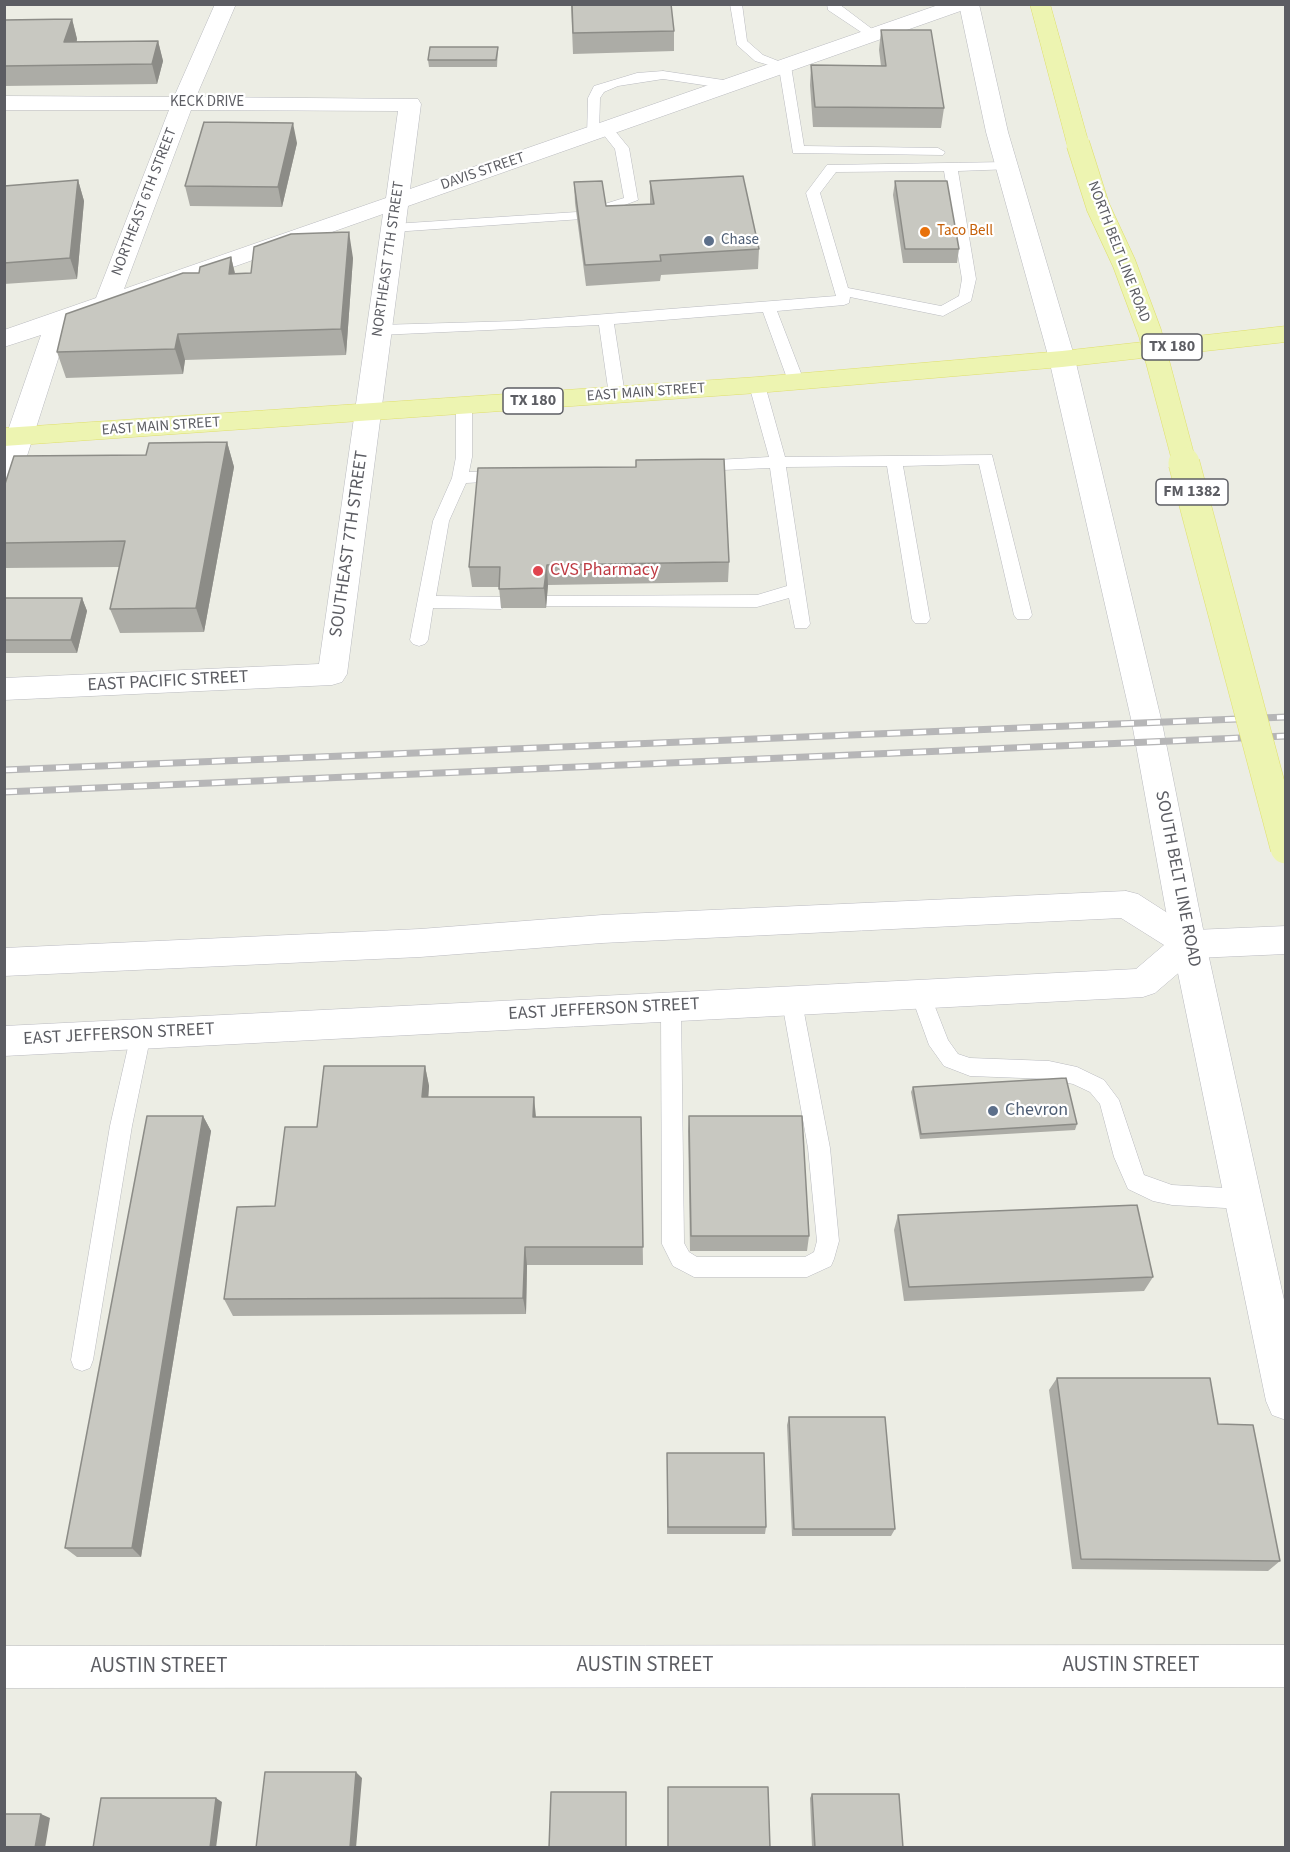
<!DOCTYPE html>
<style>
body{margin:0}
#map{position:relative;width:1290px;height:1852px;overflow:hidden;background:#ecede4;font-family:"Source Sans 3",sans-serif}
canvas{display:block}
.frame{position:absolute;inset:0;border:6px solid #5c5d63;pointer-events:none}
</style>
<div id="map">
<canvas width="1290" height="1852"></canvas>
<div class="frame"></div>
</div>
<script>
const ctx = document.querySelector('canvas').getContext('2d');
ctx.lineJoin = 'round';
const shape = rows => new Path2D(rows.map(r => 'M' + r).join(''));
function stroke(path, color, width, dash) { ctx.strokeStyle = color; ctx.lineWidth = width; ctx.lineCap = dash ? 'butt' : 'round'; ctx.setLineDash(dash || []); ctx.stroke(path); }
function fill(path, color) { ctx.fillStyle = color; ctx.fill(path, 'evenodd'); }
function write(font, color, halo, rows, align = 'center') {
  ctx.font = font + ' "Source Sans 3",sans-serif'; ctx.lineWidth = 4.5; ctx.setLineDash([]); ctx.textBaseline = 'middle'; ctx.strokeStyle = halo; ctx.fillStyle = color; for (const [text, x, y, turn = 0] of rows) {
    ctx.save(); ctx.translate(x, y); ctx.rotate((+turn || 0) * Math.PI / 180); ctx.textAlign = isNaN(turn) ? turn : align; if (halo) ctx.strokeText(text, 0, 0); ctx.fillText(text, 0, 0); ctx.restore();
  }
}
const service = shape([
 [730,4,742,4,747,41,763,55,791,66,804,146,938,148,945,152,943,155,793,153,779,68,755,61,737,45,730,4],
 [827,4,839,4,880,35,878,38,870,38,828,10,827,4],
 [663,71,730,81,736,85,730,89,663,79,618,86,604,92,600,98,599,134,592,138,587,137,588,98,594,86,637,73,663,71],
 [606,125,611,126,629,148,638,200,603,213,598,212,598,206,624,198,615,149,599,129,606,125],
 [1007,162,1014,166,1012,169,958,171,976,279,971,301,943,316,850,297,849,303,844,305,777,311,804,381,796,386,788,381,763,312,614,324,625,395,617,400,609,395,599,325,379,335,372,330,379,325,517,321,836,296,806,193,827,165,1007,162],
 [944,171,962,279,959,296,941,306,848,288,820,193,836,172,944,171],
 [577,212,584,216,582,219,393,232,386,228,393,224,577,212],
 [757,380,765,385,785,457,992,455,1032,615,1029,619,1017,619,1014,615,979,464,903,466,930,619,927,623,915,623,912,619,887,466,786,467,810,624,807,628,795,628,789,598,757,607,541,606,539,602,541,598,547,596,757,595,787,586,770,468,699,471,691,466,699,461,769,457,749,385,757,380],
 [464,401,472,406,472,457,469,472,502,471,510,476,502,481,466,483,449,521,436,596,501,597,509,603,501,609,433,608,428,640,425,644,419,646,413,644,410,640,433,521,452,478,456,457,456,406,464,401],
 [921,986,928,989,948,1040,958,1054,970,1058,1049,1061,1077,1067,1104,1080,1119,1100,1144,1175,1172,1185,1243,1189,1251,1192,1254,1199,1251,1206,1243,1209,1172,1205,1153,1201,1128,1189,1114,1157,1100,1104,1090,1092,1073,1084,1049,1079,970,1076,944,1066,929,1045,911,995,914,989,921,986],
 [792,993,799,996,802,1002,830,1148,839,1241,834,1259,831,1266,807,1277,694,1277,673,1266,662,1244,661,1007,664,1001,671,998,678,1001,681,1007,684,1243,689,1252,697,1257,805,1257,814,1252,817,1241,808,1148,782,1002,785,996,792,993],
 [141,1025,148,1028,151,1034,132,1126,93,1360,90,1368,82,1371,74,1368,71,1360,110,1126,131,1034,134,1028,141,1025]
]);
const minor = shape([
 [215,4,236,4,196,97,418,99,421,104,410,189,941,4,972,4,969,8,408,206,347,674,342,682,332,685,4,700,4,678,319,664,383,214,69,325,18,484,14,491,4,493,4,442,41,335,4,347,4,330,96,298,169,110,4,110,4,96,174,97,215,4],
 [191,110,398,111,386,198,124,289,191,110],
 [1286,1645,1286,1687,4,1688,4,1646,1286,1645]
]);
const tertiary = shape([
 [959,4,979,4,1008,132,1075,359,1162,723,1206,944,1286,1309,1286,1420,1272,1415,1266,1401,1172,944,1132,723,1049,359,986,132,959,4]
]);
const secondary = shape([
 [1126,891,1138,894,1194,930,1286,926,1286,954,1196,958,1155,993,1143,997,4,1056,4,1026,1136,969,1164,945,1121,918,602,943,420,957,4,976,4,948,420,929,602,915,1126,891]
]);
const primary = shape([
 [1030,4,1050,4,1089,144,1086,149,1078,151,1070,149,1067,144,1030,4],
 [1286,326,1286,342,1062,367,757,393,4,446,4,428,757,377,1062,351,1286,326]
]);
stroke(service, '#b9babf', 1);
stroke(minor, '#b9babf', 1);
stroke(tertiary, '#b9babf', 1);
stroke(secondary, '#babac0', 1);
stroke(primary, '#dfdf6b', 1);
fill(service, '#fff');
fill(minor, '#fff');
fill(tertiary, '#fff');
fill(secondary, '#fff');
fill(primary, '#edf4b1');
const rail = shape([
 [4,770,1286,717],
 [4,792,1286,736]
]);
stroke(rail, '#b6b6b7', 7);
stroke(rail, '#fff', 4.5, [13]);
const primaryBridgeFar1 = shape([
 [1078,144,1098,207,1124,263,1150,333,1185,465]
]);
const primaryBridge = shape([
 [1184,463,1286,848]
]);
stroke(primaryBridgeFar1, '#dfdf6b', 24, []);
stroke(primaryBridge, '#dfdf6b', 32, []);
stroke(primaryBridgeFar1, '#edf4b1', 23);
stroke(primaryBridge, '#edf4b1', 31);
fill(shape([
 [571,4,674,31,674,51,573,54],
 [72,19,77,39,77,42,158,41,163,61,157,84,4,86,4,20],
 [881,30,944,108,941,128,813,127,810,85,811,65,881,66,879,50],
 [498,47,497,67,429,67,428,60],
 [297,143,282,207,190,206,185,186],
 [78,180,84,201,77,279,4,284,4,186],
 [650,181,759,249,758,269,661,275,660,281,586,286,575,203,574,182,606,206,650,204],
 [895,181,959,249,957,263,903,263,893,195],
 [231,257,235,273,251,273,353,258,346,355,185,360,183,374,66,378,57,352,199,273],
 [227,442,234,467,204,632,120,633,110,609,120,567,4,568,4,487],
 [729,562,728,582,548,585,546,608,501,608,499,587,472,587,469,567],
 [4,598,82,598,87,611,77,653,4,653],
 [425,1066,429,1086,428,1097,536,1117,641,1117,643,1265,527,1265,526,1314,233,1316,224,1299,275,1206,317,1127],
 [913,1087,1077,1124,1075,1130,920,1139,911,1092],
 [203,1116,211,1131,141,1557,77,1557,65,1548],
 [689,1116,809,1236,807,1251,690,1251,688,1131],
 [898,1215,1153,1277,1144,1291,904,1301,894,1230],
 [1057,1378,1218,1424,1280,1561,1268,1571,1072,1569,1049,1390],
 [789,1417,895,1529,891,1536,792,1536,787,1425],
 [667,1460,766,1527,765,1534,667,1534],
 [812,1794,903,1848,812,1848,810,1798]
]), '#acaca6');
fill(shape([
 [72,19,77,39,70,62,64,42],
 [158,41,163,61,157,84,152,64],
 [293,123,297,143,282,207,278,187],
 [78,180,84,201,77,279,70,258],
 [349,232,353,258,346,355,341,329],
 [231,257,237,283,229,274],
 [178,334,185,360,183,374,175,349],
 [227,442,234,467,204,632,196,608],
 [547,565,548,585,546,608,544,588],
 [82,598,87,611,77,653,71,640],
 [425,1066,429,1086,427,1117,422,1097],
 [534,1097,536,1117,533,1117],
 [203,1116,211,1131,141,1557,132,1548],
 [525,1247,527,1265,526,1314,523,1298],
 [356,1772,362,1778,356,1848,350,1848],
 [216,1798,222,1802,216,1848,210,1848],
 [41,1814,50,1818,45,1848,35,1848]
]), '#8c8c87');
const building = shape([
 [572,4,671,4,674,31,573,33,572,4],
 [72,19,64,42,158,41,152,64,4,66,4,20,72,19],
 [881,30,931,30,944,108,815,107,811,65,886,66,881,30],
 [430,47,498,47,496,60,428,60,430,47],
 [204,122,293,123,278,187,185,186,204,122],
 [743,176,759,249,660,255,661,261,585,265,574,182,602,181,606,206,654,204,650,181,743,176],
 [78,180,70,258,4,263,4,186,78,180],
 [895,181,947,181,959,249,905,249,895,181],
 [349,232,341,329,178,334,175,349,57,352,66,314,183,273,199,273,200,267,231,257,229,274,251,273,254,247,291,234,349,232],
 [227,442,196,608,110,609,125,541,4,543,4,487,14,456,146,455,149,443,227,442],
 [724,459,729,562,547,565,544,588,499,589,500,567,469,567,478,468,636,467,636,460,724,459],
 [4,598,82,598,71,640,4,640,4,598],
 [324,1066,425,1066,422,1097,534,1097,533,1117,641,1117,643,1247,525,1247,523,1298,224,1299,237,1207,275,1206,285,1127,317,1127,324,1066],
 [1066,1078,1077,1124,921,1134,913,1087,1066,1078],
 [147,1116,203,1116,132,1548,65,1548,147,1116],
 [689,1116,802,1116,809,1236,691,1236,689,1116],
 [1137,1205,1153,1277,909,1287,898,1215,1137,1205],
 [1057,1378,1210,1378,1218,1424,1253,1425,1280,1561,1081,1559,1057,1378],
 [789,1417,885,1417,895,1529,794,1529,789,1417],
 [667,1453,764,1453,766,1527,668,1527,667,1453],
 [265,1772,356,1772,350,1848,256,1848,265,1772],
 [668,1787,768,1787,770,1848,668,1848,668,1787],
 [551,1792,626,1792,626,1848,549,1848,551,1792],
 [812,1794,899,1794,903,1848,815,1848,812,1794],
 [101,1798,216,1798,210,1848,93,1848,101,1798],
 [4,1814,41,1814,35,1848,4,1848,4,1814]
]);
fill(building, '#c8c8c1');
stroke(building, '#8c8c87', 1.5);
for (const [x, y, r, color] of [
 [925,232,6,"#e8710a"],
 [709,241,6,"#5c6f8a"],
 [538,571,6,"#e0444e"],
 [993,1111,6,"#5c6f8a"]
]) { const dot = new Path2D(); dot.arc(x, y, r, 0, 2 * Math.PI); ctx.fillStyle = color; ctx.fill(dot); stroke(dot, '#fff', 2); }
write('15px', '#5c5d63', '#fff', [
 ["KECK DRIVE",207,103],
 ["DAVIS STREET",483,172,-19],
 ["NORTHEAST 6TH STREET",145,202,-69],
 ["NORTH BELT LINE ROAD",1118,252,69],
 ["NORTHEAST 7TH STREET",389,259,-82],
 ["EAST MAIN STREET",646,393,-4],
 ["EAST MAIN STREET",161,427,-4]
]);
write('15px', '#c56008', '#fff', [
 ["Taco Bell",937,232]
], 'left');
write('15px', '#4e5e75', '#fff', [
 ["Chase",721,241]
], 'left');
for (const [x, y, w] of [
 [1172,347,60],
 [533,401,60],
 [1192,492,72]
]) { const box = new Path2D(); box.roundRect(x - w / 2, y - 13, w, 26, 4.5); ctx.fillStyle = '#fff'; ctx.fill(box); stroke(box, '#5c5d63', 1.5); }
write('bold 16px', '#5c5d63', null, [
 ["TX 180",1172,347],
 ["TX 180",533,401],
 ["FM 1382",1192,492]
]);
write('18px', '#5c5d63', '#fff', [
 ["SOUTHEAST 7TH STREET",350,544,-82],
 ["EAST PACIFIC STREET",168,682,-3],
 ["SOUTH BELT LINE ROAD",1177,879,79],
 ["EAST JEFFERSON STREET",604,1010,-3],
 ["EAST JEFFERSON STREET",119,1035,-3]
]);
write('18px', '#be3a42', '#fff', [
 ["CVS Pharmacy",550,571]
], 'left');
write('18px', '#4e5e75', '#fff', [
 ["Chevron",1005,1111]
], 'left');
write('21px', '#5c5d63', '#fff', [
 ["AUSTIN STREET",645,1666],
 ["AUSTIN STREET",1131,1666],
 ["AUSTIN STREET",159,1667]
]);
</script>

**About this exercise**
In the material above, each line with the word "canvas" should be copied.

**Written answer**
canvas{display:block}
<canvas width="1290" height="1852"></canvas>
const ctx = document.querySelector('canvas').getContext('2d');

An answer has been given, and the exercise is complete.